We left Berlin for Prague, with a 2-day layover in Dresden. The electric train glided out of the Hauptbanhof exactly at 13:05, as the schedule suggested. I was oddly impressed that the train system is so meticulous that it posts permanent schedules of car numbers, arrivals, and departures. I’ve ridden Amtrak, and its schedules are at best, approximations with an extensive margin of error; its cars haphazard. And in contrast to an Amtrak train, the German trains glide smoothly over the rails, with no clacking or swaying. It covered the 120 mile trip in just under two hours, slowing and stopping occasionally, but mostly keeping up a brisk pace–which was noted every few minutes for those concerned:
For much of the journey south, the land of quite open and flat, broad fields, bordered often by pine and birch forests and at times wind farms–viewed at one 100 mph.
I suspect many people my age will associate Dresden with Billy Pilgrim in Vonnegaut’s Slaugherhouse Five. The lingering controversy over the Dresden bombing, which destroyed much of a city considered a cultural landmark, simply emphasizes what we’ve become too innured to since the bombings in Vietnam: supposedly well-planned actions, designed to achieve strategically significant goals, are often poorly executed because the tools at hand lack the expected precision. Vonnegaut simply gave voice to the horror that many people in German, Japan, and North Vietnam experienced as the lords of air power sent their toys to wreck havoc. Today, the U.S. can do more with drones and guided bombs that Curtis LeMay could only dream of; yet the execution remains as imperfect as always, and families, schools, hospitals, still get disposed of collaterally
Much of Dresden was destroyed and has been rebuilt into a vibrant city. Some exquisite reminders of a heroic past did survive and can inspire wonder. Just outside my hotel room is the Kreuzekirke, a neoclassical church built on a site first established in the thirteenth century. Unlike the gothic cathedrals of France, it did not retain its original form and this latest version was completed in 1800. Though set afire in the bombing, it endured and was re-established to a traditional form.
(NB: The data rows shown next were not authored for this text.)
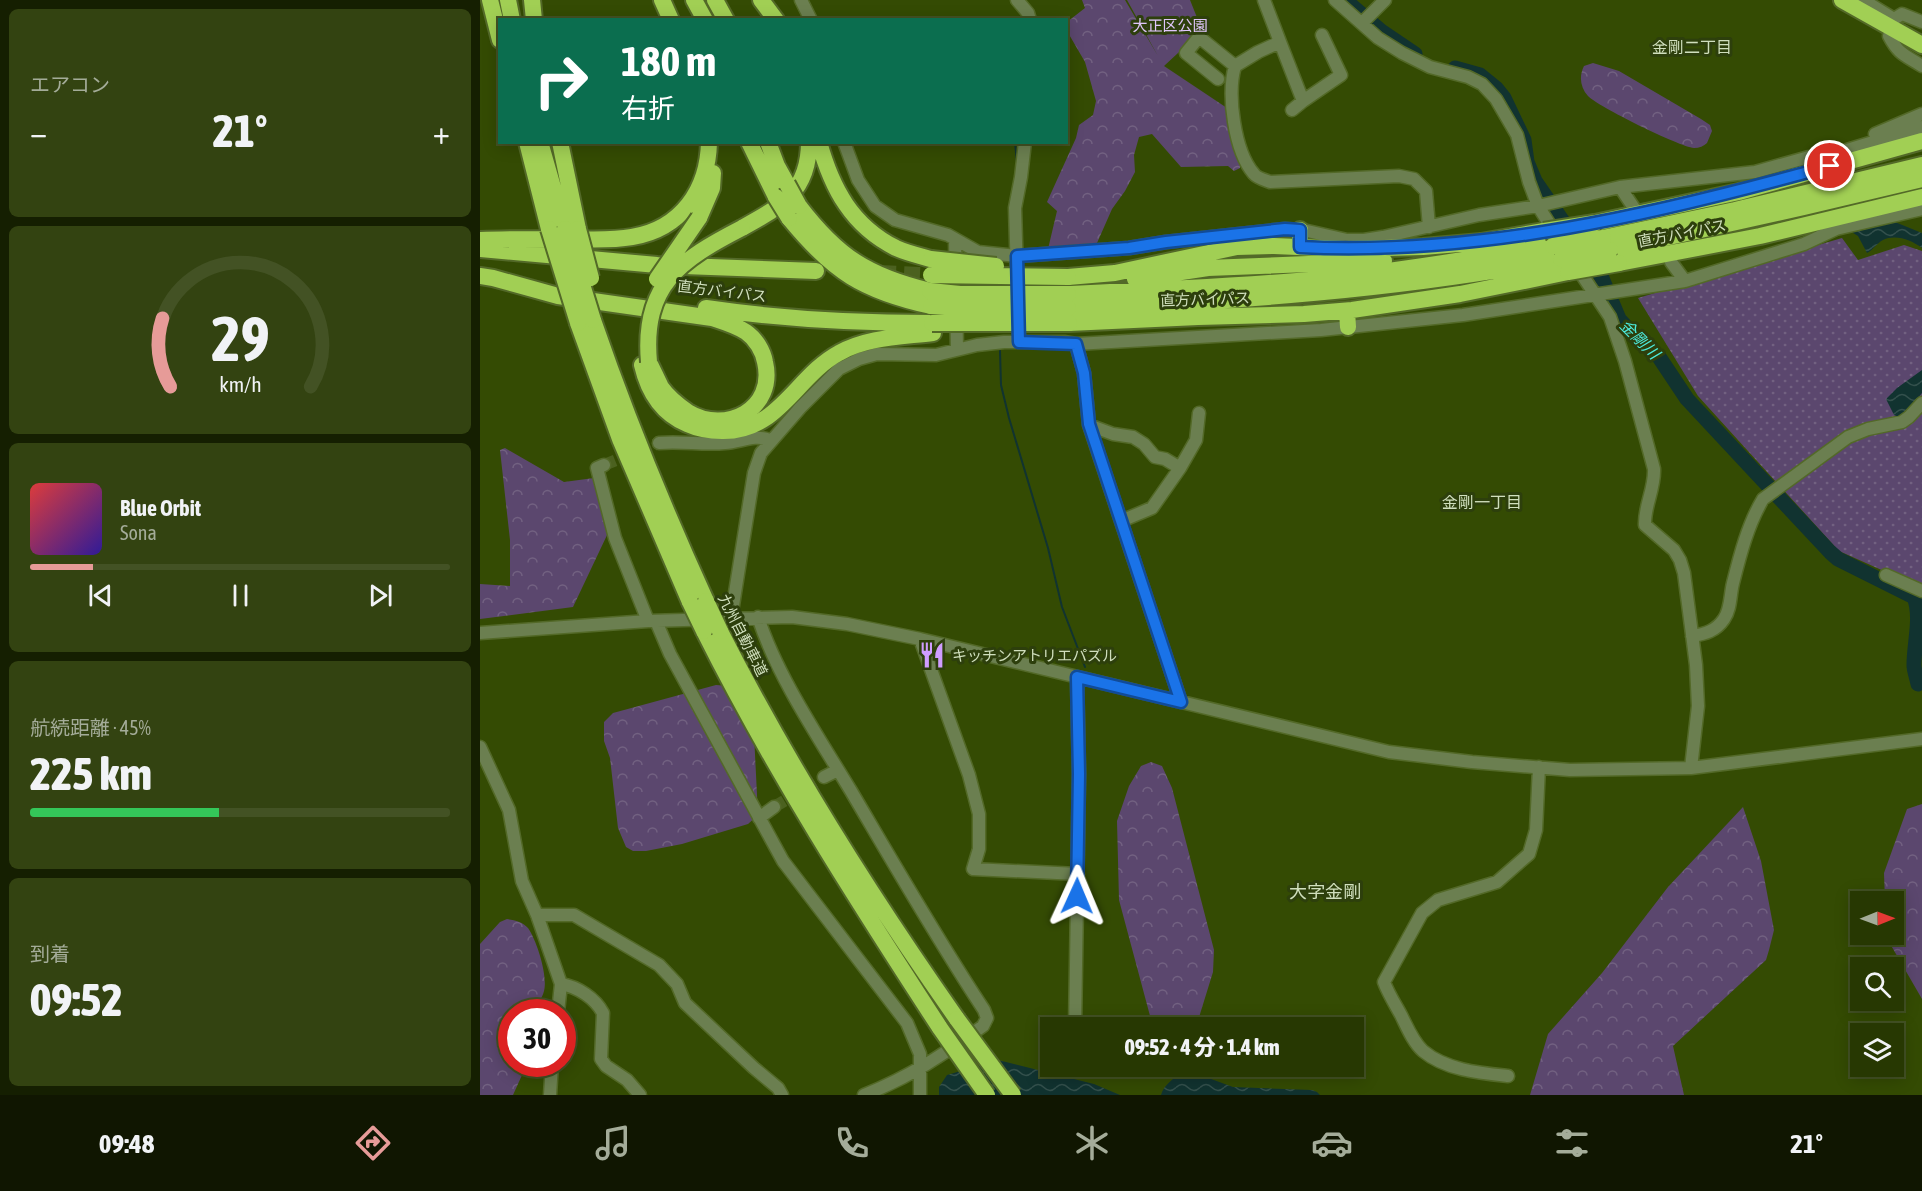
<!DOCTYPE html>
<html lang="ja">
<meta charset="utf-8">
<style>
body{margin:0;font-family:"Asap Condensed","Noto Sans JP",sans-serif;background:#334311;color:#f1f3f6;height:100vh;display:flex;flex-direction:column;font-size:22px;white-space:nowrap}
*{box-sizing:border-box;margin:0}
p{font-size:20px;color:#a4ac99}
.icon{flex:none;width:33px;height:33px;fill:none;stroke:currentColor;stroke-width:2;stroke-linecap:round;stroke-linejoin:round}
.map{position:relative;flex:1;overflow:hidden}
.side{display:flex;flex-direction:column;gap:9px;padding:9px;background:#151f01;width:480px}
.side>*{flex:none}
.banner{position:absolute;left:18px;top:18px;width:570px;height:126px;border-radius:0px;box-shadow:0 3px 15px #0003,0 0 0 2px #435224;background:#0b6e4f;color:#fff;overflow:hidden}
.needle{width:39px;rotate:89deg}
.buttons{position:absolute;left:1370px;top:891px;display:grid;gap:12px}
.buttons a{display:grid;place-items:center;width:54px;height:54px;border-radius:0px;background:#273802;box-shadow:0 3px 15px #0003,0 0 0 2px #435224;font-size:30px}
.speed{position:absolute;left:18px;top:999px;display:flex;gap:12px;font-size:30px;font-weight:700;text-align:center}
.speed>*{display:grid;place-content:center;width:78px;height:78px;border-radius:50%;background:#273802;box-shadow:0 3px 15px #0003,0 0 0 2px #435224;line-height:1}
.speed .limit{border:9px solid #d22;background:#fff;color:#111}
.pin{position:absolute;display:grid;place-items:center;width:51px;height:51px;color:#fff;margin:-26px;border:3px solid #fff;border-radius:50%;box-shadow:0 2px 6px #0007}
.me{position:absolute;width:66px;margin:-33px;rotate:1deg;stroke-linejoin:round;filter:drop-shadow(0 0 4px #0008)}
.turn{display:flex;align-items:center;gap:21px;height:126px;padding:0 24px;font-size:27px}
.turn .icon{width:78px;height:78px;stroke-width:2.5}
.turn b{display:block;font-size:42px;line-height:51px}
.big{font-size:45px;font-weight:800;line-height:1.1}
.side .widget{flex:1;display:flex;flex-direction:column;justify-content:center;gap:9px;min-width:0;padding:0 21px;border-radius:9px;background:#334311}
.side .dial{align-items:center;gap:0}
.dial svg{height:156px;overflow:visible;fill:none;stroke:#435224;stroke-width:7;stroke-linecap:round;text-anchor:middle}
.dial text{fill:#f1f3f6;stroke:none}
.song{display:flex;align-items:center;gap:18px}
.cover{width:72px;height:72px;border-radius:9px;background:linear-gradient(135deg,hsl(0 70% 55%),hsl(250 70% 35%))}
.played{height:6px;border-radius:3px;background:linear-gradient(90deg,#e69b98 15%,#435224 15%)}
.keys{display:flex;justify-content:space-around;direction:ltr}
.heat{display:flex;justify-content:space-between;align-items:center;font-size:33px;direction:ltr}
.charge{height:9px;border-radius:4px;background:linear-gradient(90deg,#34c759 45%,#435224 0)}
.trip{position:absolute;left:560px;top:1017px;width:324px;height:60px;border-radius:0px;background:#273802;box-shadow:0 3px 15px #0003,0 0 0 2px #435224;font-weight:800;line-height:60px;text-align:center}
.menu{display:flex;height:96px;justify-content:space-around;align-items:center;background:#101601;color:#a4ac99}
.menu .icon{width:42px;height:42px}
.menu .current{color:#e69b98}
.menu b{font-size:27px;color:#f1f3f6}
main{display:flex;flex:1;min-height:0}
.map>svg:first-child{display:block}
.grass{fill:url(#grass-dots)}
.forest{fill:url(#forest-crowns)}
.water{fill:url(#water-waves)}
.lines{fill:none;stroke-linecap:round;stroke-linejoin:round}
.stream{stroke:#113330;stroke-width:2}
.river{stroke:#113330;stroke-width:15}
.minor-tunnel{stroke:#4b611f;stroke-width:12;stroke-dasharray:12 6;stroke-linecap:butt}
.highway-tunnel{stroke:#4b611f;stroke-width:16;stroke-dasharray:16 8;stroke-linecap:butt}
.minor-casing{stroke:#536928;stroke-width:15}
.highway-casing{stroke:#536928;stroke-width:20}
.minor{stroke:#6b7f50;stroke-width:12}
.highway{stroke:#a1cf54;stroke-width:16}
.highway-bridge-casing{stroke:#536928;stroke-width:20;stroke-linecap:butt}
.highway-bridge{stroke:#a1cf54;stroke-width:16}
.route-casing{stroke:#114b97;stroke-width:15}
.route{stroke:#1a73e8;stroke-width:10}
.labels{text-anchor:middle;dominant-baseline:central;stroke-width:6;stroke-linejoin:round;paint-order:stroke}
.park-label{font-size:15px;fill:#e0c6fb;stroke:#2d3f0c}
.street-label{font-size:15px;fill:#d0dfbd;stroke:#2d3f0c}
.poi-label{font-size:15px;fill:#d0dfbd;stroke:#2d3f0c;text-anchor:start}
.neighbourhood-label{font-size:16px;fill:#d0dfbd;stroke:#2d3f0c}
.water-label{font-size:16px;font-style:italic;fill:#4ceadd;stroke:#2d3f0c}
.quarter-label{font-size:18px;fill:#d0dfbd;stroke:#2d3f0c}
</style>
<main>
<section class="side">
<div class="widget"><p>エアコン</p>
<div class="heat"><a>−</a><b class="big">21°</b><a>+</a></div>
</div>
<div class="widget dial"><svg viewBox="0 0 100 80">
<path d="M14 69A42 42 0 1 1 86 69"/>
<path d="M14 69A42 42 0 0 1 10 34" stroke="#e69b98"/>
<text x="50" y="56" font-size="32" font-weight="700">29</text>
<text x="50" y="72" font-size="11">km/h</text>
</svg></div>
<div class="widget">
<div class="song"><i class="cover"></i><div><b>Blue Orbit</b><p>Sona</p></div></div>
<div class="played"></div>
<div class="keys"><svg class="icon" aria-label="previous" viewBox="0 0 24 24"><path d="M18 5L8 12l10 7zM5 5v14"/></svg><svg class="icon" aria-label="pause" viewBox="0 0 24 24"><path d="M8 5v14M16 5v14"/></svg><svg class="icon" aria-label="next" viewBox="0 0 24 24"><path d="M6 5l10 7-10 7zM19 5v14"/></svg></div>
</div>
<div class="widget"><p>航続距離 · 45%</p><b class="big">225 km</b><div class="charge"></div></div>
<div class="widget"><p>到着</p><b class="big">09:52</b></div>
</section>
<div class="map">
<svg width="1442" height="1095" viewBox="0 0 1442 1095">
<defs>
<pattern id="grass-dots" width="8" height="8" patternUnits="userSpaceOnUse" patternTransform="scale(1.5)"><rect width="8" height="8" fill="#5b476e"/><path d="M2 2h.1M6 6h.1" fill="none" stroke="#726181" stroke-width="1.8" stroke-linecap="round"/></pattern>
<pattern id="forest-crowns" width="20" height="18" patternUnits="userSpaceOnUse" patternTransform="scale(1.5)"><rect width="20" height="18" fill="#5b476e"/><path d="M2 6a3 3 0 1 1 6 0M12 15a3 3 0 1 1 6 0" fill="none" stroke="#726181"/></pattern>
<pattern id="water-waves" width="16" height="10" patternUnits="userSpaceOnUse" patternTransform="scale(1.5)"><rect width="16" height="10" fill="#113330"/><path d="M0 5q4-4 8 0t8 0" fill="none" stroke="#33504c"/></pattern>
</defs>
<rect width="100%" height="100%" fill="#344b03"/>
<path class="grass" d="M1362,238L1378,260L1424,245L1442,251V588L1359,551L1218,396L1158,298Z"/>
<path class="forest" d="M602,0H645L678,56L647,0H710L720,25L712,40L684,66L750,110L760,161V168L754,171L748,166L701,167L672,134L659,137L654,155L655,172L645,191L632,209L617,243L568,249L577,211L567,202L596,138L599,125L613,115L616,101L605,62L587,31V22L605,8Z
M1113,63L1139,71L1221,119L1230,125L1232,131L1227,143C1224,146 1219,148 1214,148C1200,147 1117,106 1108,96C1100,87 1099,76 1104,66Z
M25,448L84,482L114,478L128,533L93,607L0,619V584L30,586V540L20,450Z
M236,685L262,687L273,714L278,815L268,824L202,844L166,851H153L146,847L138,828L130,758L124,741V722L133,713Z
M671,762L682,766L692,788L734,950L733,972L716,1027H673L639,900L637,821L649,786L661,766Z
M1442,804V999L1405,935L1413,934V902L1405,901L1404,873L1427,809Z
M1263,807L1281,861L1294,930L1289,950L1286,960L1193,1046L1204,1095H1050L1068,1034L1122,973L1188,887Z
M27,919C35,920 43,922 48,928C57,941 68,976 64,991C62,999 56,1005 54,1012H32V1064H47L33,1095H0V944L20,922Z"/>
<path class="water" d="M1393,185V201L1410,220L1442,233V248C1431,240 1416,234 1403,240C1397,243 1393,250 1387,253L1378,236L1370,231L1358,214L1350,208Z
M1442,370V393L1421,418L1414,415L1406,399L1417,388Z
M518,1060L614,1084L640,1095H459V1087L467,1075Z
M703,1071L712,1072L753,1087L832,1090L837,1092L840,1095H681C684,1084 695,1078 703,1071Z"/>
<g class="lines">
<path class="stream" d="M535,142L537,163
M520,351L521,385L529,418L568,548L582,607L605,667
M1438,684L1442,689"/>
<path class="river" d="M865,0L901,31L935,54
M975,68L1000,75L1016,88L1024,98L1044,140L1047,162L1055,181L1093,236
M1108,258L1121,276L1139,319L1152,333L1179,357L1207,399L1350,552L1358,559L1434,597C1442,617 1434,642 1434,665C1434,671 1437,678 1438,684"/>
<path class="minor-tunnel" d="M124,465L179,443
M294,807L344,777"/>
<path class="highway-tunnel" d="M400,273L441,275"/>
<g class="minor-casing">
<path id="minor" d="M321,0L331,20
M537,0L548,13L550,20
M784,0L800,42L778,52L755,66C747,94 754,151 774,174C777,178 785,180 790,182L919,176L934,179L946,191L949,227
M855,0L898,38L922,53L950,67L988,77L1002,84L1016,99L1037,135L1049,182L1058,206L1077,236
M1383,0L1414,19
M1442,22L1422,14L1414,19L1409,36C1419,55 1425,55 1442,66
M882,23L905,0
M800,42L823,101L861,75L842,35
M738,79L706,53L719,37L755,66
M812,110L823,101
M1395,134L1442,114
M364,142L378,180L395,206L415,220L468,235L498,252L537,256L649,248L686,242L805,229L823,230L867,240H884L903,237L999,215L1058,206L1140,187L1275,172L1329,157L1341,158L1442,127
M1140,187L1154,208
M475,240L477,349
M1191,262L1205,281
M1096,266L1130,317L1145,361L1174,469C1175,489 1164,506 1165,525L1194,550L1200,560L1204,573L1216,665L1218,706L1211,768
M539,342L535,208L541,177L545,142
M596,344L604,373L609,425L701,702
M609,425L633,434L653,437L664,444L675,457L685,459L700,468L672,508L641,521
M179,443C201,441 223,445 245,443C261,442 274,434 290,440
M124,465L117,468L135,538L168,621
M700,468L716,440L719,413
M1406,575L1442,591
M278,617C297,676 339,738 371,791C414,864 457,939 504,1010L507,1018L503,1026C464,1054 430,1077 384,1095
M251,618L274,473L281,453L320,408L359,369L379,359L397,354L456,355L497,345L524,342H584L596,344L841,330L983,315L1205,281L1324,244L1356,229L1442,209
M176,621L190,654L303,861L427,1023L440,1054V1095
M0,633L168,621L312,617L367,624L440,639L909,752L992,762L1090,770L1211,768L1442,739
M1212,636C1225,634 1236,631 1244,619C1251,609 1250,595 1253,583C1260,555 1268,524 1283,499L1368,437L1388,429L1422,422L1429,417L1442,403
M440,639L489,775L499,814V849L493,869L598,874
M0,747L29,810L42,881L57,915L81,984L78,1012
M344,777L358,770
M279,818L294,807
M57,915H94L179,965L197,984L205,1003L274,1068L298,1088L302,1095
M81,984C98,987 115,998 123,1013L121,1059L126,1066L147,1080L160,1095
M595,1028L599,774L597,677
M1028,1076C999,1073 966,1070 943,1051C933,1042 927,1027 921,1015C915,1004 908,993 904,982L942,913L958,900L1017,882L1049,854L1056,830L1059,767
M70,1095L72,1064"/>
</g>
<g class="highway-casing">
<path id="highway" d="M10,0L20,40
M28,0L32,20
M52,0L54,20
M182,0L191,20
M214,0L225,20
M235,0L246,20
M281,0L296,20
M1362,0L1442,45
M47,142L69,229
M60,142L85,229
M80,142L98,229
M269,142L296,197
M288,142L297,166L307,184
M339,142C352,189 372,226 416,248C427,253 440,256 451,259
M319,206C358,257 388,276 450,291
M219,218L232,188L233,173
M309,218C353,272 383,291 451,306
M1115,223L1259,192L1442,141
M262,228C300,207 329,192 329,142
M820,230V247
M1123,238L1255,210L1442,165
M0,240C28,239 55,239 83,239C106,239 129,241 152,237C201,229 228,190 229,142
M0,249L177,265L336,271
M1130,250L1324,207L1442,179
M1139,263L1280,236L1442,197
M0,276L13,278L78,296L232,318C244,322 255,325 266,332C276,339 283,351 285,362C296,409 246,435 208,412C198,405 188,397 181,387C177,379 173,370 169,362
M588,277L635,273L757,247L794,246L865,249L943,247L1001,242L1064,231
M655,279L728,268L904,261
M588,294C676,290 765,286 852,278C926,270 1000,257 1073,246
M226,308C301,319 377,323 452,323
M588,308C753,302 919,290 1081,259
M867,311L868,327
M113,320C146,416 184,509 226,601
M98,323L140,439L210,602
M589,323L718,317L824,314L872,310L980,294L1088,272
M162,365C168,391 181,413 207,424C218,429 229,431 242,431C299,432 316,376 359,353C387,337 422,337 453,333
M224,631C293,769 376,899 460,1028
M240,631C309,767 390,895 477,1019"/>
</g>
<use href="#minor" class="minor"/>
<use href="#highway" class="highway"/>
<g class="highway-bridge-casing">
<path id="highway-bridge" d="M307,184L319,206
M296,197L309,218
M69,229L98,323
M85,229L113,320
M98,229L111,278
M1064,231L1115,223
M1073,246L1123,238
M451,259L516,266
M1081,259L1130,250
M1088,272L1139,263
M451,275L588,277
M177,279L219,218
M450,291L480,294H588
M451,306L479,308H588
M452,323H589
M169,362C162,285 200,260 262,228
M226,601L240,631
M210,602L224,631
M477,1019L533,1095
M460,1028L507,1095"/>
</g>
<use href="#highway-bridge" class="highway-bridge"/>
</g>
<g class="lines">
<g class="route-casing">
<path id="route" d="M597,896L599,774L597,677L701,702L609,424L604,373L596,344L539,342L537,256L649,248L686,242L805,229L820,230V247C1000,256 1177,214 1350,166"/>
</g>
<use href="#route" class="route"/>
</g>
<defs>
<g id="restaurant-bare" transform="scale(2.07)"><path d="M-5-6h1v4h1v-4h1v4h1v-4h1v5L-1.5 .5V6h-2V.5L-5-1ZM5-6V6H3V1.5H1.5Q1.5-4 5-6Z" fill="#d09dff" stroke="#2d3f0c" stroke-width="2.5" paint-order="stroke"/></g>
</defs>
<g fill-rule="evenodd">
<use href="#restaurant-bare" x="452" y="655"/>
</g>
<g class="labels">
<g class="park-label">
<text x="690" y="25">大正区公園</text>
</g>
<g class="street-label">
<text transform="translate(1202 233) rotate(-11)">直方バイパス</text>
<text transform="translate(242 291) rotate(7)">直方バイパス</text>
<text transform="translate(725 299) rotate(-2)">直方バイパス</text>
<text transform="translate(263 635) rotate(63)">九州自動車道</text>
</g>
<g class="poi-label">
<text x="472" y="655">キッチンアトリエパズル</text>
</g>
<g class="neighbourhood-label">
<text x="1212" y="47">金剛二丁目</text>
<text x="1002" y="502">金剛一丁目</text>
</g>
<g class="water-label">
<text transform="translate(1160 339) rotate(45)">金剛川</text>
</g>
<g class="quarter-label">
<text x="845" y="891">大字金剛</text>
</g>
</g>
</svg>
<div class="buttons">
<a><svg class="needle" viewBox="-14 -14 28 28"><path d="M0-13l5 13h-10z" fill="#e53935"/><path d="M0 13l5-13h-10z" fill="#a4ac99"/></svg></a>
<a><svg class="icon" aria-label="search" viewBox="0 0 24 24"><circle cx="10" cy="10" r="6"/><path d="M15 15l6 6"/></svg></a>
<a><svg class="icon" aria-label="layers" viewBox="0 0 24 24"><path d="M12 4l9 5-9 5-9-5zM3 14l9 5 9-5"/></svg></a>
</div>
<div class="speed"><div class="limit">30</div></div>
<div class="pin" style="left:1350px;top:166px;background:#d93025"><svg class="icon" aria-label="arrive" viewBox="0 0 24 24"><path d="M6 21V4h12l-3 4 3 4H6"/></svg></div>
<svg class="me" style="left:597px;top:896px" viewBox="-20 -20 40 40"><path d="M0-17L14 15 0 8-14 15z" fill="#1a73e8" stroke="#fff" stroke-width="4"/></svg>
<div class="trip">09:52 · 4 分 · 1.4 km</div>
<div class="banner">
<div class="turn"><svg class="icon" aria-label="right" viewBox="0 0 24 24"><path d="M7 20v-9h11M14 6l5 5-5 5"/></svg><div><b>180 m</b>右折</div></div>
</div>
</div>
</main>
<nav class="menu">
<b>09:48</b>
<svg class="icon current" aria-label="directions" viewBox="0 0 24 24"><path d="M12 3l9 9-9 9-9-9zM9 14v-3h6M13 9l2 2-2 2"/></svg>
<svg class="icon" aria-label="music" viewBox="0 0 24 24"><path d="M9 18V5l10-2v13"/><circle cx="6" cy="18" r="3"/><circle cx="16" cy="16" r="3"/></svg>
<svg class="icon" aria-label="phone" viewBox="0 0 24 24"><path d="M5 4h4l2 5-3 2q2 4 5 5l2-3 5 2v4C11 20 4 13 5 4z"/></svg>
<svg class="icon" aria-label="climate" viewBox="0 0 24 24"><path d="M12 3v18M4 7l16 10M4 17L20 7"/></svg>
<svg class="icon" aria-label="car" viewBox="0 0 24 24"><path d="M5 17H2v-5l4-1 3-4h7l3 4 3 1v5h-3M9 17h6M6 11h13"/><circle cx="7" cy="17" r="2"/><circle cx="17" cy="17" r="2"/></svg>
<svg class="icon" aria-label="filters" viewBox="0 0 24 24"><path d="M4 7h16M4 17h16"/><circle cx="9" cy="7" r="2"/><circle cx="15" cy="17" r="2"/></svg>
<b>21°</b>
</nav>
More impressive is the Frauenkirche, a few blocks away. I find it hard to understand how a culture could build and sustain two such massive churches so close together. This church was, in fact, destroyed during the bombing and only rebuilt following the re-unification of Germany, so I guesss my greater wonder is at the cultural drive to re-establish such a monument. I like looking at churches but I don’t think I’d spend too much energy trying to build one. Both churches were once Catholic and are now Lutheran, and Luther keeps watch.
Not to be outdone, the Catholics had their own monumental church, the Cathedral of the Holy Spirit. I’ve tried to remember some of the intracies anc confusions of the Holy Roman Empire and the Thirty Years Wars. I did learn in (Catholic) high school history that in many contested areas, the good guys (the aristocracy) remained Catholic while the lower classes were eager to follow Luther to their damnation. This catherdral was built by a Polish King who was also the Elector of Saxony to rival to the Lutheran church. I suspect its architect looked to some older gothic models for the flying buttresses and wonder if the dome at the top reflects a more eastern culture.
Dresden does have water, the ELbe River, flowing between the old city and the new, though those terms are not modern references. The Neustadt was built across the river in the 18th century.